Reclusive feelings, didn’t want to socialise, couldn’t care less about anyone not even myself.
I feel I have damaged my mind using Citalopram, however I am glad I tried them as I know my state of mind wasn’t depressed it was just muddled by my hormones. I will stop using the contraceptive pill as I fear problems from those such as the breast cancer risk etc. I do feel I have to mend my mind as my sleep cycle has been damaged by the pills, because before I took them I could sleep on a washing line for hours and have lie ins. Now I’d love to have a lie in. I’m trying getting up at the crack of dawn then putting ear plugs in and going back to bed, seems to be working. I feel I am getting a bit happier and I don’t let my mind wander to my regrets. I do have a good life but I, myself don’t help that by not grabbing opportunities because I became a recluse, I like being single as I’m happy and tell myself all the time ‘It could be worse’., I have my dog and my job so it definitely could be worse.
1 like, 4 replies
miss123456
Posted
Forgt to mentuon the migraines I got whilst on Citalpram, dabilitating for 2-3 days, nausea and overall could not get out of bed, i'd get these when my period was due.
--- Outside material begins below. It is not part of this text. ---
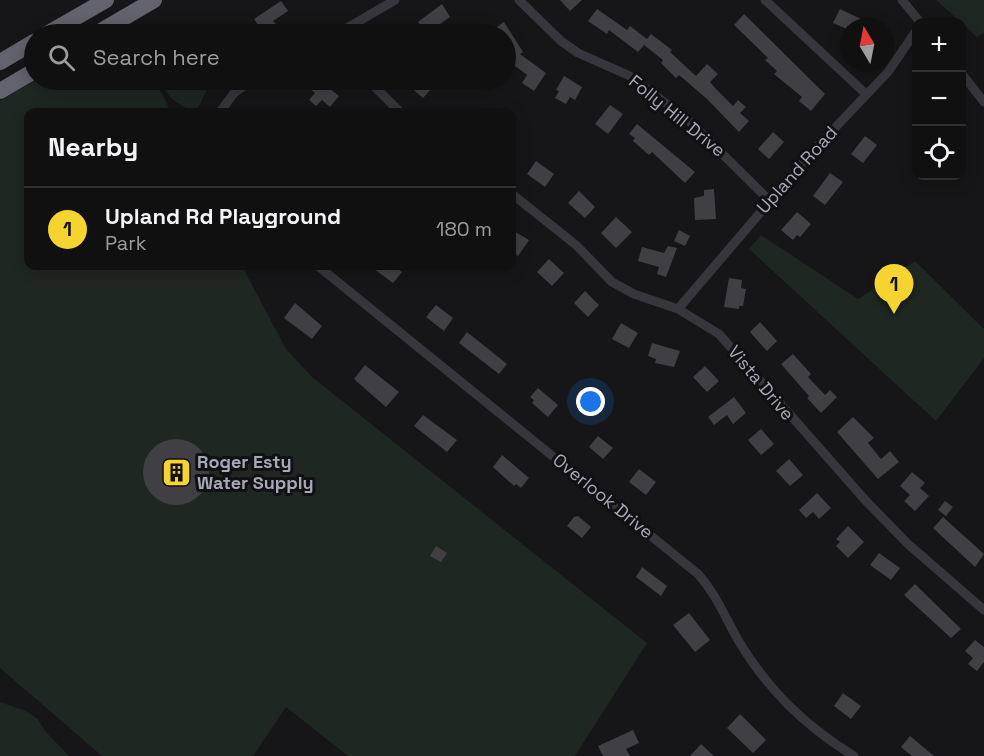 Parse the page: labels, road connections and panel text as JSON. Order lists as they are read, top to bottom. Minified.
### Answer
{"streets":{"street":["Folly Hill Drive","Upland Road","Vista Drive","Overlook Drive"]},"crossings":[["Folly Hill Drive","Upland Road"],["Upland Road","Vista Drive"]],"places":{"building":["Roger Esty Water Supply"]},"north":"top","page":{"map_buttons":["+","−"],"search":"Search here","heading":"Nearby","list":[{"mark":"1","name":"Upland Rd Playground","note":"Park","value":"180 m"}],"pins":"1"}} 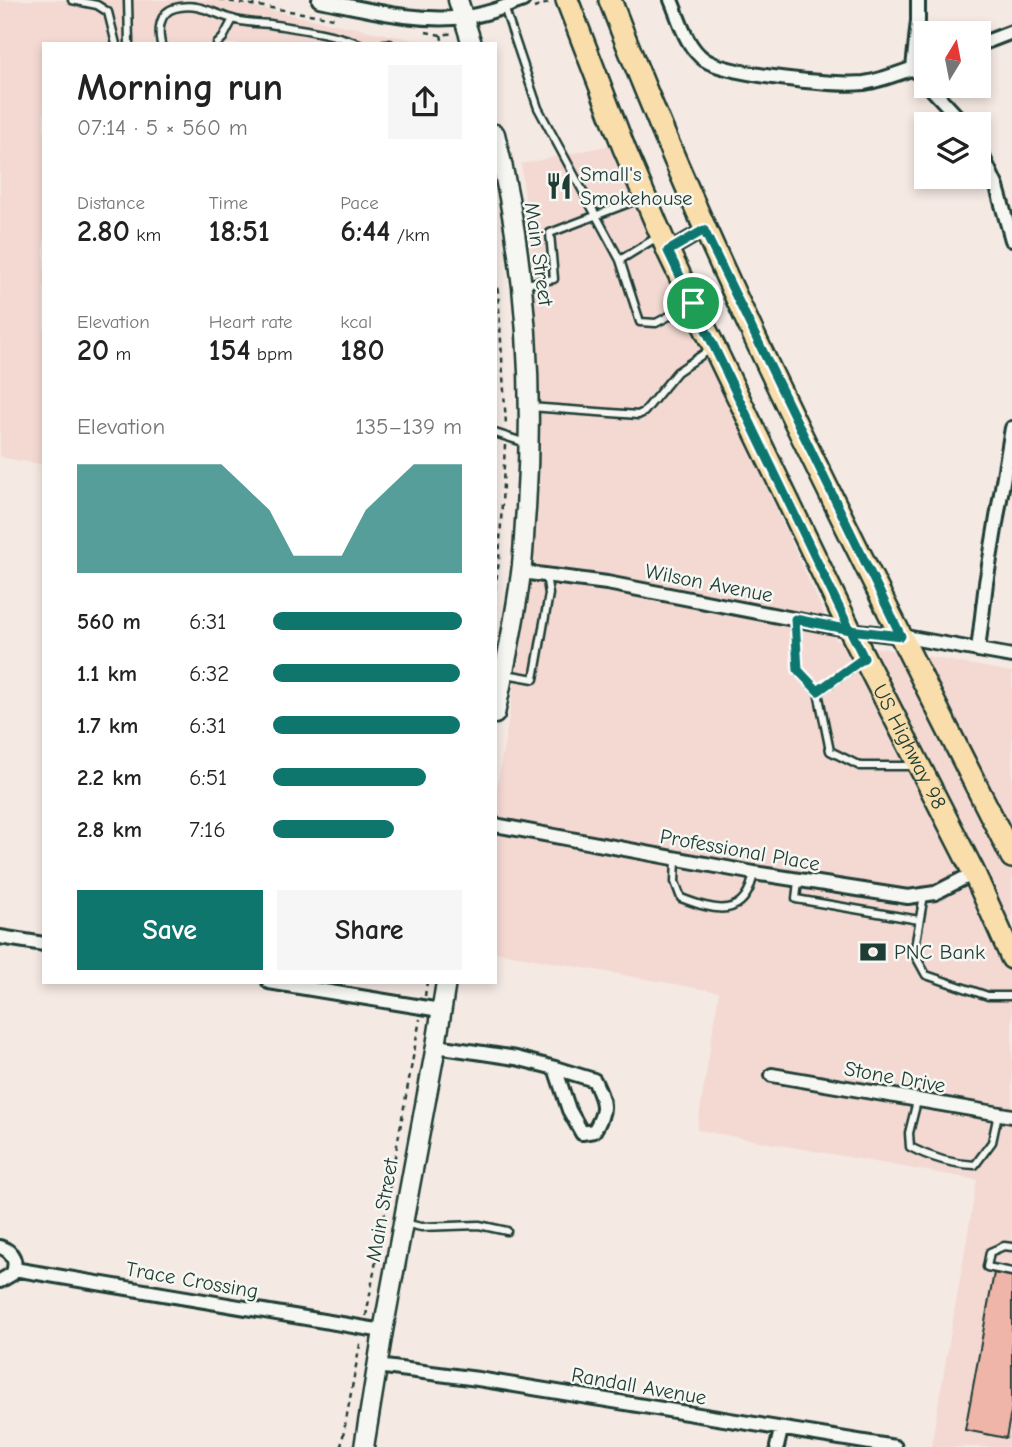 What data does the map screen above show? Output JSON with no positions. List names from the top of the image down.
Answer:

Hardly had one since stopped the citalopram.
debbie18265 miss123456
Posted
Hi it sounds like Citalopram didn't agree with you but it does work good for a lot of people as we are all different, I've been on them for 7 weeks mostly good days but odd blip but staying positive as I know it takes time to adjust and I was numb at first but have all feelings now
borderriever miss123456
Posted
I suffered a Short Term Memory Defect and they dad say it was all to do with the Opiates I stuff down my throat, so I will ask for a review of all my medications.
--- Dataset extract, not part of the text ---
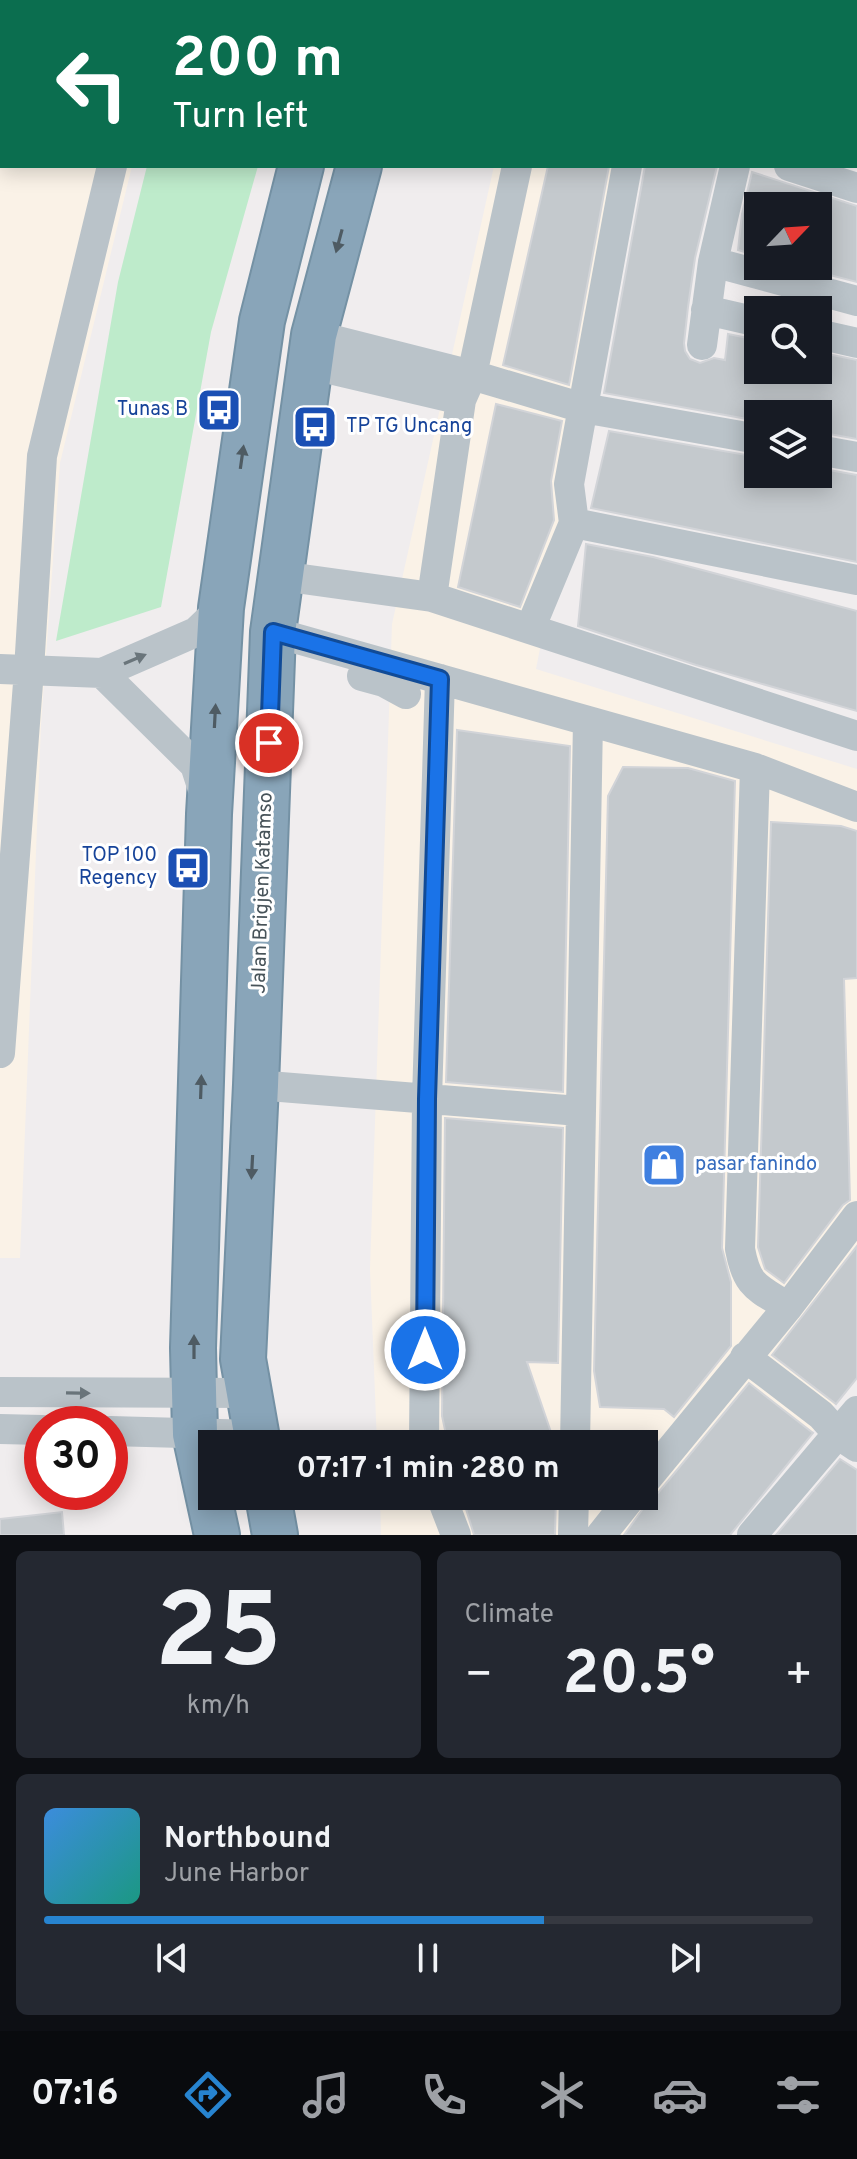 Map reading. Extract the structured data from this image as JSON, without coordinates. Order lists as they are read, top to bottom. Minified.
{"streets":{"highway":["Jalan Brigjen Katamso"]},"places":{"bus stop":["Tunas B","TP TG Uncang","TOP 100 Regency"],"shop":["pasar fanindo"]},"north":"top right","page":{"turn":["200 m","Turn left"],"limit":"30","trip":"07:17 · 1 min · 280 m","tile":[["25","km/h"],"Climate"],"heat":["−","20.5°","+"],"song":["Northbound","June Harbor"],"tabs":"07:16"}}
Thank you for your information
BOB
pierre00505 miss123456
Posted
wow the peeing thing is me to a tee!
currently going through the exact same thing. I thank you so much for posting this as it has stopped me worrying and also made me realise I was right all along these damn tablets causing this. I'm on 20mg. I last took one 3 days ago and don't plan on taking another! cannot stress enough how much you have helped me just by reading you had the same experience. thanks again! hopefully it passes soon as it is extremely uncomfortable.